Between 2019 and 2021, global e-commerce grew from 15% of total annual retail sales to over 21% of total annual retail sales. Between 2022 and 2026, that number will grow to 27%, representing a 2.1 trillion dollar (63%) increase in annual e-commerce spend.
Thanks to e-commerce, you can, for the first time in history, buy groceries, lifesaving medicine, or a 1985 Sikorsky UH-60A Black Hawk attack helicopter from the comfort of your own home.
What a time to be alive.
Of course, none of this has come cheap.
Quietly powering all this is an ever-growing chain of warehouses and distribution centers.
Warehousing is the backbone of e-commerce: for every $1 billion increase in e-commerce sales, there needs to be an extra 1.25 million square feet of distribution space supporting it. For the exact same volume, e-commerce supply chains need triple the warehousing and logistics space of brick-and-mortar supply chains, since they have to support things like same-day delivery and free returns.

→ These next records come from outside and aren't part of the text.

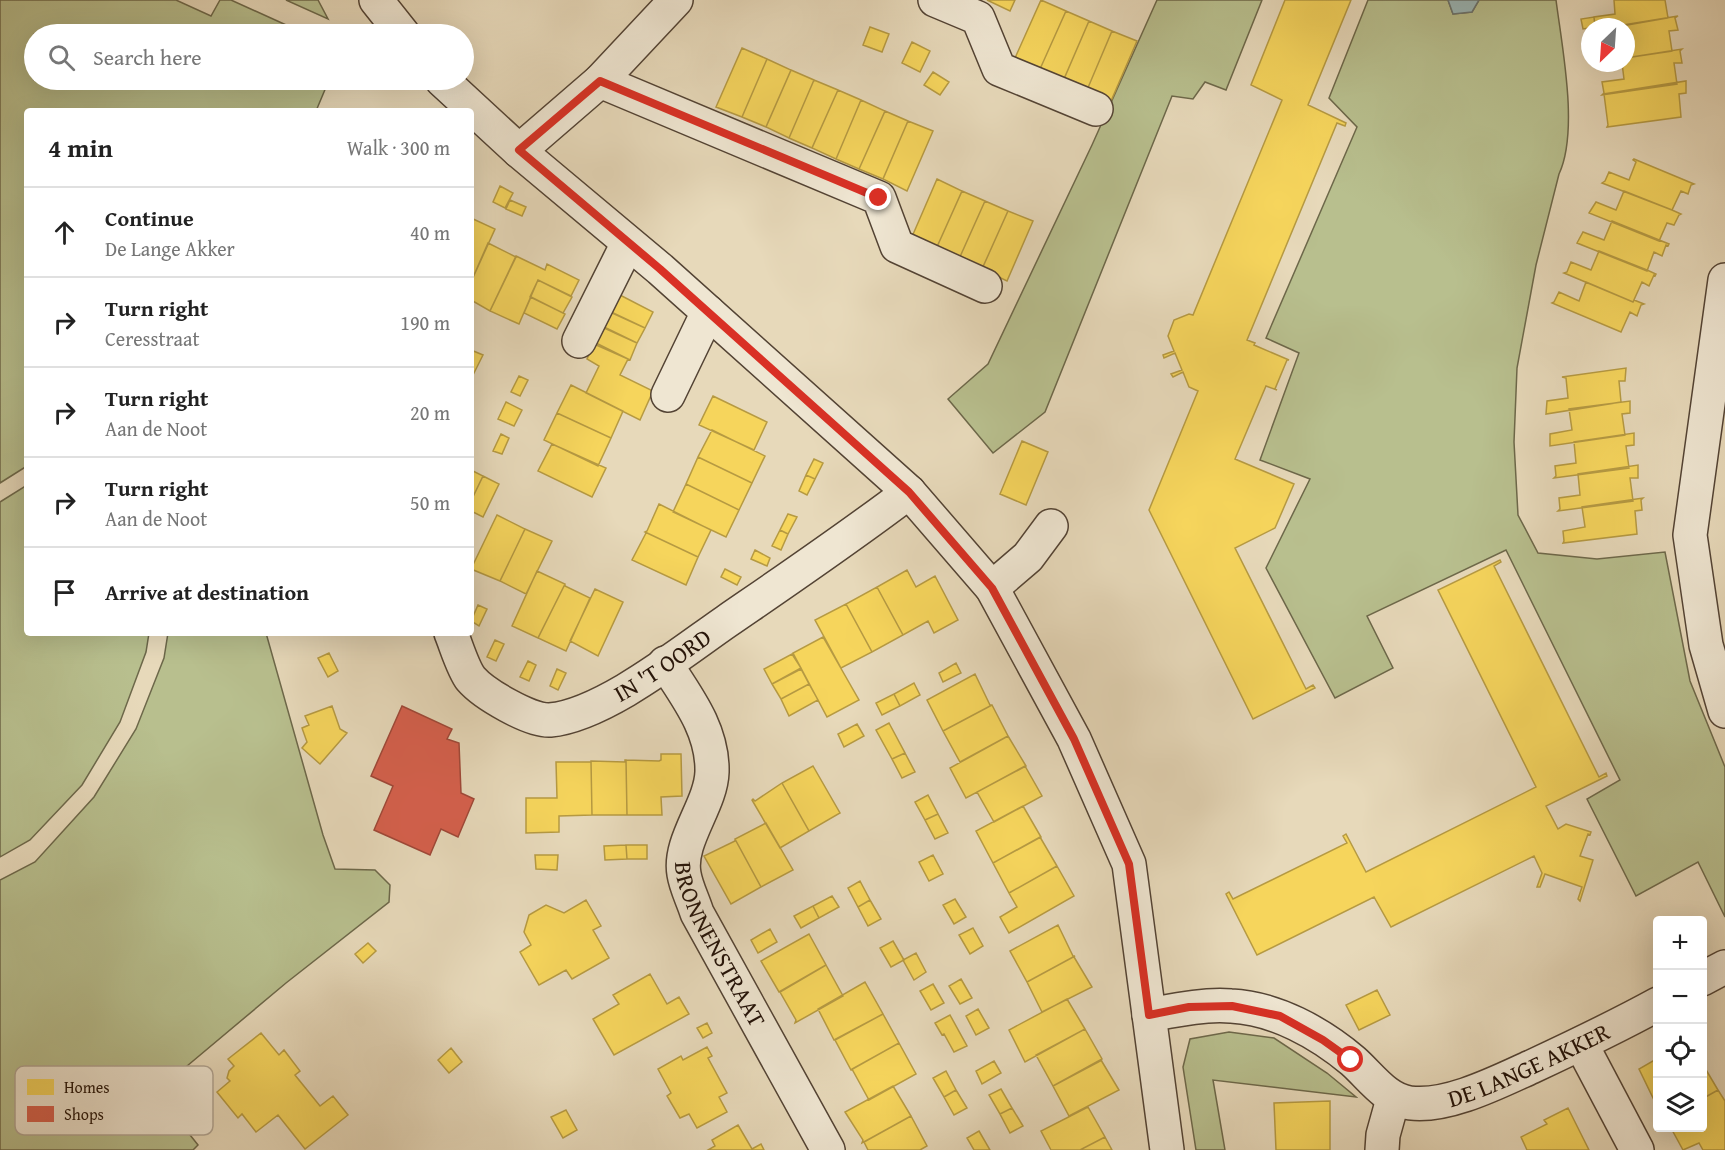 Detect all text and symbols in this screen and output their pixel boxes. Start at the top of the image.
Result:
north arrow [1581,18,1635,72]
search box [24,24,474,90]
icon: search [45,41,78,74]
text: Search here [93,41,202,73]
text: 4 min [48,128,113,167]
text: Walk · 300 m [347,133,450,162]
route end [865,184,891,210]
text: Continue [105,202,194,234]
icon: ahead [48,216,81,249]
text: 40 m [410,218,450,247]
text: De Lange Akker [105,234,235,263]
text: Turn right [105,292,208,324]
icon: right [48,306,81,339]
text: 190 m [400,308,450,337]
text: Ceresstraat [105,324,200,353]
text: Turn right [105,382,208,414]
icon: right [48,396,81,429]
text: 20 m [410,398,450,427]
text: Aan de Noot [105,414,207,443]
text: Turn right [105,472,208,504]
icon: right [48,486,81,519]
text: 50 m [410,488,450,517]
text: Aan de Noot [105,504,207,533]
icon: arrive [48,576,81,609]
text: Arrive at destination [105,576,309,608]
street label: IN 'T OORD [607,620,718,711]
street label: BRONNENSTRAAT [666,861,775,1033]
map controls [1653,916,1707,1132]
button: + [1653,916,1707,970]
button: − [1653,970,1707,1024]
street label: DE LANGE AKKER [1444,1014,1616,1116]
button: locate [1653,1024,1707,1078]
route start [1337,1046,1363,1072]
legend [15,1066,213,1135]
text: Homes [64,1075,110,1099]
button: layers [1653,1078,1707,1132]
text: Shops [64,1102,104,1126] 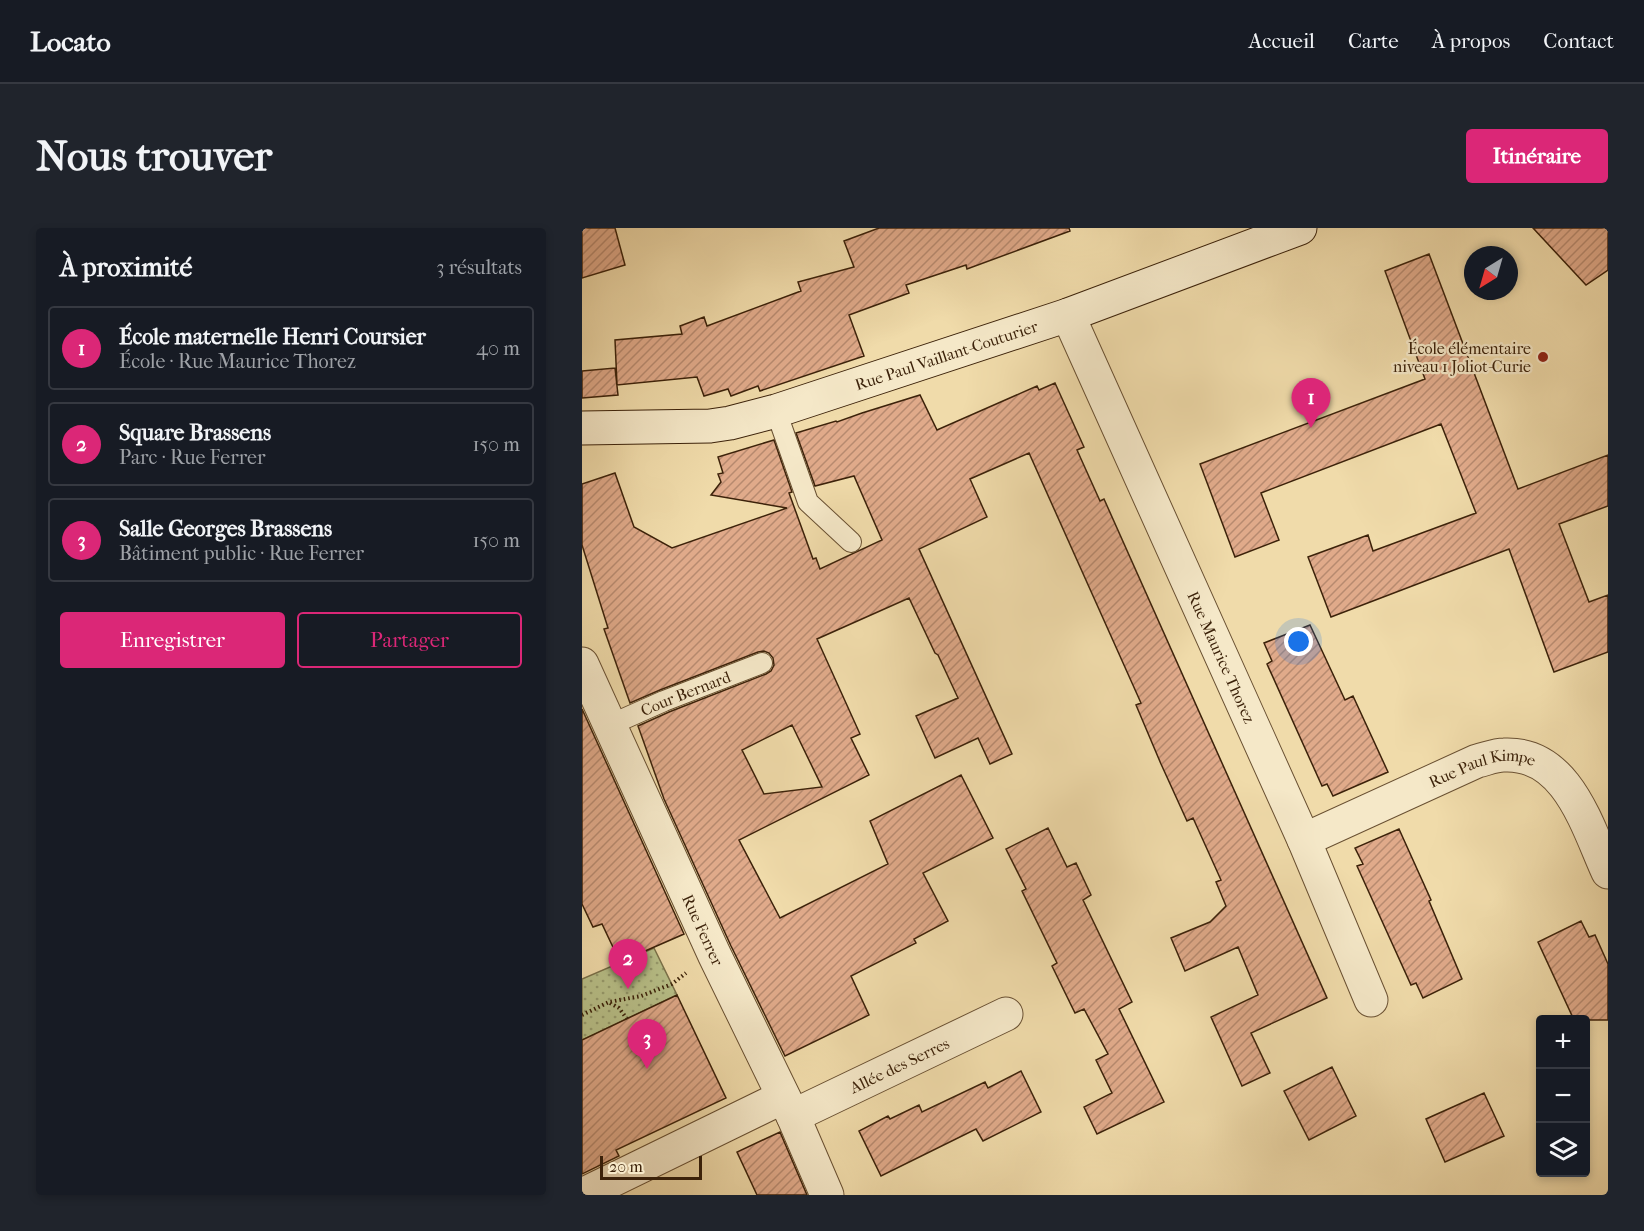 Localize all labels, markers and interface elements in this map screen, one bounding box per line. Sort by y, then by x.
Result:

As a result, the rise of e-commerce has driven incredible growth in the light industrial businesses powering it. We can already see:
The average asking rate for warehousing rent rose 20.6% year-over-year to $9.19 per square foot in 2023.
We’re experiencing historically low warehouse vacancy rates and historically high amounts of warehouse construction, even after pandemic-induced surges in demand.
In this month’s piece, we’re interested in exploring what this has meant for warehousing employment.
Like the growth in warehouses themselves, there’s been similarly rapid growth in the ranks of the workers staffing those warehouses. Warehousing employment has tripled in the past decade: between the first quarter of 2013 and the first quarter of 2023, the number of warehouse workers grew from 700,000 to over 1.9 million, with the broader market for transportation and warehousing workers growing to 6.5 million. In 2020 alone, 80% of Chief Supply Chain Officers had to increase warehousing headcount to accommodate increases in returns.
Even still, this hasn’t been enough:
2022 saw 34% of warehouse operators forgoing business due to a lack of available labor, up from 31% in 2021.
Among those that had to pass up revenue, 64% had to forgo what would’ve been more than 25% of their total business.
2022 saw 73% of warehouse operators reporting problems attracting employees, up from 26% in the 2021.
Like many things, some of this can be blamed on Amazon: they alone are on pace to “deplete the available labor supply” in certain metro regions within a few years.
Most of it, though, can be blamed on the ineffective staffing agencies businesses use to fill roles: despite 84% of businesses using two or more staffing vendors, just 6% are consistently able to get all the workers they need.
Light industrial staffing is a problem not just at the core of e-commerce, but all of logistics. There’s a need for a better solution: one that’s modern and can beat the 59% fill rate averaged by traditional staffing agencies.
That’s what Traba’s built.
Background
Traba is building a vertically integrated labor marketplace focused specifically on the light industrial sector.
Uniquely, their
Narrow focus on light industrial businesses (warehouses, distribution centers, event venues)
Deep stack of supporting software (geotracking, data pipeline integrations, 1099-NEC preparations)
allows businesses using them to source, onboard, and manage qualified workers significantly faster and more consistently than traditional staffing agencies or job platforms.
This focused, end-to-end approach means a better experience for both workers and businesses:
For businesses, Traba makes finding workers fast, easy and consistent: Traba can fill 95.3% of roles with just 24 hours of lead time. In comparison, traditional industrial staffing agencies take 20 days to fill just 59%.
For workers, Traba makes finding jobs fast, easy, and consistent: industry-specific worker profiles, verified skillsets, custom shift recommendations, and in-app certifications mean users are already building entire careers on the platform.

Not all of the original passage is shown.